One side of the coin says:
Churches of Christ are positioned to do well in the emerging culture. We never really jumped on the seeker-service bandwagon so we don’t have to unlearn worship as production rather than participation. Acapella worship invites participation. It is simple and portable. It works with groups of all sizes. It can be ethereal. In a culture plagued with non-stop noise, our worship style offers the ultimate “unplugged” experience.
We are big on baptism and communion. We are able to invite our neighbors into the mysterious world of the sacraments. We immerse them into the life of God and feast with them at the Lord’s Table. Our congregations offer tangible experiences of spiritual realities.
Because our roots are in a “back to the Bible” movement, we are always ready to re-examine the Scriptures. We know from experience that traditions can’t be trusted. The message of the gospel is easily encrusted. So we willingly go back to the headwaters of our faith to look for ways that the good news has been polluted somewhere along the way. It comes as no surprise to us that our modern version of the gospel is just as distorted as the medieval version we moved beyond so many years ago. We are quite comfortable subjecting even the most orthodox of orthodoxies to the scrutiny of a fresh reading of Scripture.

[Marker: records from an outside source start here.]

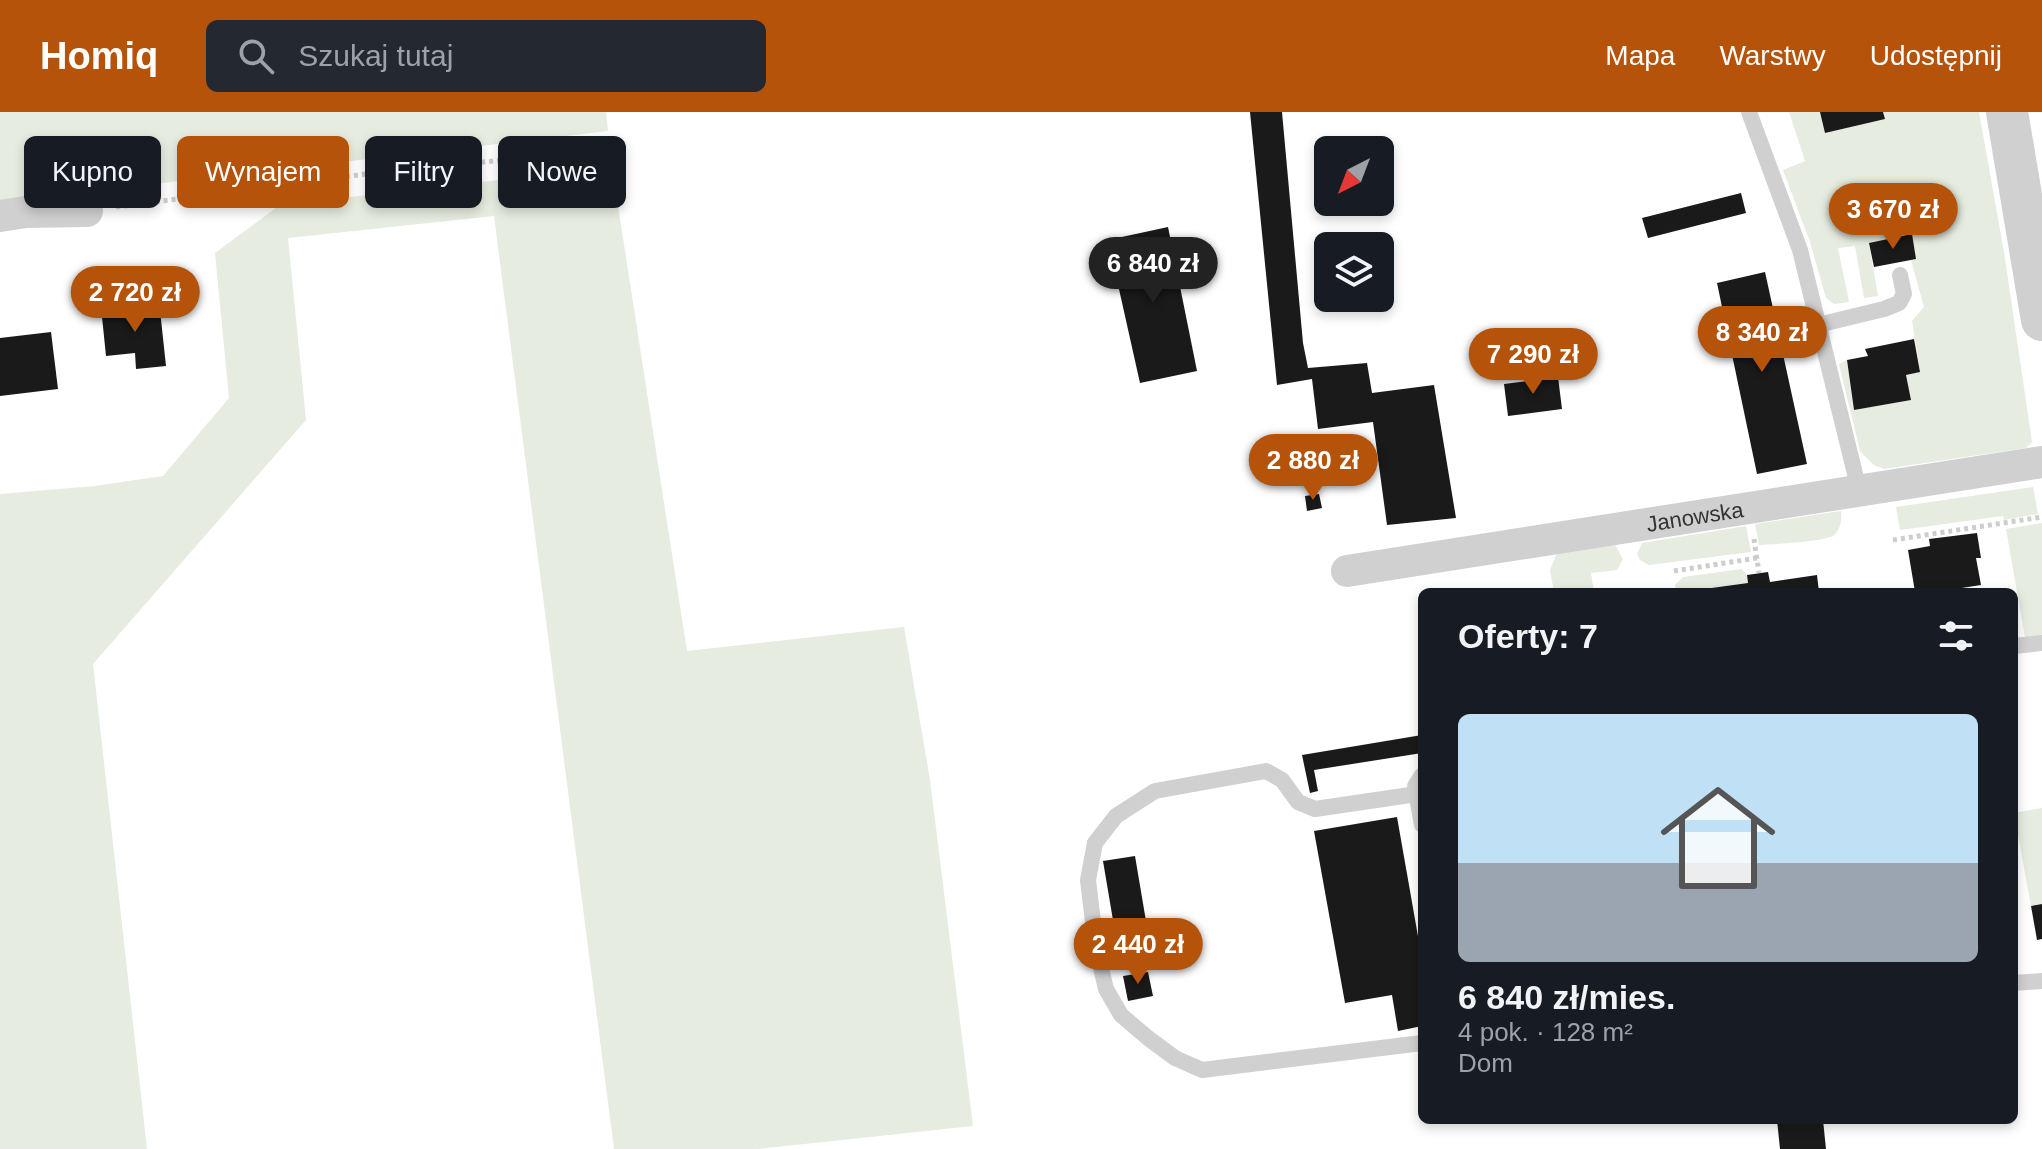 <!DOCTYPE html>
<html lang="pl">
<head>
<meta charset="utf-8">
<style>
  :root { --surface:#171b24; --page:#242831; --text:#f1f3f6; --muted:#9ea1a6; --accent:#b45309 }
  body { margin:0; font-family:Helvetica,sans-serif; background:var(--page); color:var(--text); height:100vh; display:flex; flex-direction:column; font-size:30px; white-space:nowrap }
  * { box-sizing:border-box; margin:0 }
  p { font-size:26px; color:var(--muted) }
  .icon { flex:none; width:44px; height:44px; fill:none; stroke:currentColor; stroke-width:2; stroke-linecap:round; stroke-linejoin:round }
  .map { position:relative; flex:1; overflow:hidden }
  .sheet { position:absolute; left:1418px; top:476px; width:600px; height:536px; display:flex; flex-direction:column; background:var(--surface); border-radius:12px; box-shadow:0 4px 12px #0003 }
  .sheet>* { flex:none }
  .top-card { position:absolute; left:24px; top:24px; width:760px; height:72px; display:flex; gap:16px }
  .needle { width:52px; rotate:222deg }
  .controls { position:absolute; left:1314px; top:24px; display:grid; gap:16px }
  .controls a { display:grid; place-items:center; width:80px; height:80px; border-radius:12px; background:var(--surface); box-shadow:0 4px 12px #0003; font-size:40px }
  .price { position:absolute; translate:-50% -68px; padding:0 18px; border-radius:28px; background:var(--accent); color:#fff; font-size:26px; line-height:52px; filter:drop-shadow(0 2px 4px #0008) }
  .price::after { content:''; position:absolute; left:50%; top:48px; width:24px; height:18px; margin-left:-12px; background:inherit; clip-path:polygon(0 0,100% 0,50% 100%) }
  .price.selected { background:#222; color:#fff }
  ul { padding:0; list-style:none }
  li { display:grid; align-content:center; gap:16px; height:424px; padding:0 40px }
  li span { display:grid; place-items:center; height:248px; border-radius:12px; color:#555 }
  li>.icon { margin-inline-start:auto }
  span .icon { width:144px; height:144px; fill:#fffc; stroke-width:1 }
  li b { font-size:34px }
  h2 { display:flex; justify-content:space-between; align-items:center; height:96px; padding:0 40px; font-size:34px }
  .chip { padding:0 28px; border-radius:12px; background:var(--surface); box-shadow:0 4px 12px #0003; font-size:28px; line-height:72px }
  .chip.selected { background:var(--accent); color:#fff }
  header { display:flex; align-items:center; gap:48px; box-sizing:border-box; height:112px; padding:0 40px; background:var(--accent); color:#fff }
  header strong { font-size:38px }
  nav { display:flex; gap:44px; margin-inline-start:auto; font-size:28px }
  .search { width:560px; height:72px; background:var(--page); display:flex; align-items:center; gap:20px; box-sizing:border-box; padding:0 28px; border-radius:12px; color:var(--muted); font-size:30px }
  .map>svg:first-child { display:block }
  .green { fill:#e6ecdf }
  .building { fill:#1a1a1a }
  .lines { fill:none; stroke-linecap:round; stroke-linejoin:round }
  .path { stroke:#cdcdcd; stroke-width:5; stroke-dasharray:4 4; stroke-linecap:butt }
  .service { stroke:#d0d0d0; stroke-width:16 }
  .minor { stroke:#d0d0d0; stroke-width:32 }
  .tertiary { stroke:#d0d0d0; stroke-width:42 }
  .labels { text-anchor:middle; stroke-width:8; stroke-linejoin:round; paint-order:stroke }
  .street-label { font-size:22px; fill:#333; stroke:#fff }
</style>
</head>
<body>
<header>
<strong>Homiq</strong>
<div class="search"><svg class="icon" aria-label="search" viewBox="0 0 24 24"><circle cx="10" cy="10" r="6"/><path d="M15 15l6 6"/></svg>Szukaj tutaj</div>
<nav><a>Mapa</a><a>Warstwy</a><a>Udostępnij</a></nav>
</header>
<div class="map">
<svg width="2042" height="1037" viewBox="0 0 2042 1037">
  <rect width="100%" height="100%" fill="#fff"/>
  <!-- green -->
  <g class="green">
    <path d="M0 0H606L608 19 0 90Z"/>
    <path d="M1789 0H1820L1826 21 1884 7 1883 0H1979L2004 140 2032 330 2026 336 1884 357 1874 353 1860 339 1839 252 1847 248 1854 298 1911 288 1906 263 1920 260 1912 209 1924 195 1911 148 1916 147 1869 132 1878 184 1864 186 1855 134 1838 136 1849 190 1834 192 1826 186 1810 130 1783 58 1805 49Z"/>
    <path d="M612 55 687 539 904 515 930 668 973 1014 757 1037H614L494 104 288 126 306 308 93 552 147 1037H0V382L95 374 163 364 229 286 215 141 280 93Z"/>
    <path d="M2033 375 2038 402 2004 408 2003 404 1900 418 1896 395Z"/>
    <path d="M1841 399C1842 408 1841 416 1834 423 1826 430 1773 432 1759 433L1755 412Z"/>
    <path d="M2042 411V525L2025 526 2006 417Z"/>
    <path d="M1746 414 1751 440 1649 453 1640 448 1637 442 1642 431Z"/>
    <path d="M1615 433 1623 447 1617 458 1591 461 1594 480H1554L1550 458 1557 441Z"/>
    <path d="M1742 457 1747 463 1748 471 1698 478 1697 480H1676L1675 473 1683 465Z"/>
    <path d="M2042 696V792L2031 794 2014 701Z"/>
  </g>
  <!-- building -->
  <g class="building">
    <path d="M1250 0H1282L1303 231 1308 256 1367 251 1372 281 1434 273 1456 406 1387 413 1373 310 1318 317 1312 267 1277 273Z"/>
    <path d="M1820 0H1883L1885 7 1825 21Z"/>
    <path d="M1741 81 1746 101 1648 126 1642 106Z"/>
    <path d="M1168 115 1197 259 1140 271 1108 128Z"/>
    <path d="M1912 122 1916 147 1874 155 1869 131Z"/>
    <path d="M1765 160 1807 352 1757 362 1717 171Z"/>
    <path d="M148 190 149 199 160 198 166 254 136 257 135 241 106 244 101 195Z"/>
    <path d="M51 220 58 277 0 284V226Z"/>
    <path d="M1914 227 1920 260 1906 263 1911 288 1854 298 1847 248 1868 244 1865 237Z"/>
    <path d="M1558 265 1562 297 1508 304 1504 272Z"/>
    <path d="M1319 382 1322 396 1307 399 1305 384Z"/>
    <path d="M1977 421 1981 446H1976L1981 473 1936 480H1915L1908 438 1930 434 1929 427Z"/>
    <path d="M1768 460 1770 470 1817 463 1819 480H1698L1697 478 1748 471 1747 463Z"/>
    <path d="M1422 623V641L1314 658 1318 679 1310 681 1302 643Z"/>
    <path d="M1397 705 1422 847V914L1398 919 1392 883 1345 891 1314 719Z"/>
    <path d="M1135 744 1147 815 1115 820 1103 749Z"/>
    <path d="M2042 792V827L2037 828 2031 794Z"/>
    <path d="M1148 860 1153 884 1128 889 1123 864Z"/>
    <path d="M1777 1008H1823L1826 1037H1780Z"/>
  </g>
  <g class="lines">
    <!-- path -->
    <g class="path">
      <path d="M116 95 389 59 610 38"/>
      <path d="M1754 427 1759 461"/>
      <path d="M1893 428 2042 405"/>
      <path d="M1674 459 1757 446"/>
    </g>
    <!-- service -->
    <g class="service">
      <path d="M1749 0 1800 138 1859 378"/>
      <path d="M1818 213 1884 197 1899 191 1904 182 1900 163"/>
      <path d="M2014 534 2042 531"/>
      <path d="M1422 663 1415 674 1422 713"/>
      <path d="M1417 682 1315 697 1298 690 1282 668 1266 659 1155 679 1116 704 1095 731 1088 768 1096 835 1106 877 1121 903 1148 926 1175 946 1202 958 1422 931"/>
      <path d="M2014 871 2042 869"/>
    </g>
    <!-- minor -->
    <g class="minor">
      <path d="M0 104 26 100 87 99"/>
      <path id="s1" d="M1347 459 2042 350"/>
    </g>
    <!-- tertiary -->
    <path class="tertiary" d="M2007 0 2042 208"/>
  </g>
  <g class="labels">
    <!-- street labels -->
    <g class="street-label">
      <text dy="8" stroke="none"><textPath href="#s1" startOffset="352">Janowska</textPath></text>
    </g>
  </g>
</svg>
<div class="controls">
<a><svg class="needle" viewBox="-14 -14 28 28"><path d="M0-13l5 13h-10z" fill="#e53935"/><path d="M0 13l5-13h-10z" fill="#9ea1a6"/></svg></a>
<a><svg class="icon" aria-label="layers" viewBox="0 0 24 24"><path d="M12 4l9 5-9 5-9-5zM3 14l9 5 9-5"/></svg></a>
</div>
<b class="price" style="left:1893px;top:139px">3 670 zł</b>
<b class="price selected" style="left:1153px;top:193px">6 840 zł</b>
<b class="price" style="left:135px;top:222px">2 720 zł</b>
<b class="price" style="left:1762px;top:262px">8 340 zł</b>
<b class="price" style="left:1533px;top:284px">7 290 zł</b>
<b class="price" style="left:1313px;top:390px">2 880 zł</b>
<b class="price" style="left:1138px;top:874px">2 440 zł</b>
<div class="top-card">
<a class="chip">Kupno</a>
<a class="chip selected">Wynajem</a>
<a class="chip">Filtry</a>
<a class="chip">Nowe</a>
</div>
<section class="sheet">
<h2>Oferty: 7<svg class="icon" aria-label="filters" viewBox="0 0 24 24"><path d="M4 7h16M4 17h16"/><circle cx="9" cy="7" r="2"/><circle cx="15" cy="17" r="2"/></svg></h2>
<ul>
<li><span style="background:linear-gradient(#bfe0f5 60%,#9aa5b1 0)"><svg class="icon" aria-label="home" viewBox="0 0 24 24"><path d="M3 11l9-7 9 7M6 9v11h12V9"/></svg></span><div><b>6 840 zł/mies.</b><p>4 pok. · 128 m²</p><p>Dom</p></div></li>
</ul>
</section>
</div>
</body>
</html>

When an incongruity between what Scripture teaches and what we practice is identified, our autonomy allows each congregation to conform itself to the will of the Lord post-haste. We do not have to negotiate the politics of conventions or synods. Under the guidance of Spirit-led Shepherds, every congregation is free to be the kind of church God is calling it to be. This allows each and every congregation to be a Christ-flavored version of itself, free to respond creatively and appropriately to the needs of its surrounding culture.
In a post-denominational culture, where the name on the sign outside the building is less important than it used to be, our message of a simple, Bible-based, non-denominational practice of Christianity ought to resonate with those looking for more than empty religion.
Perhaps we are who we are, where we are, when we are, for just such a time as this?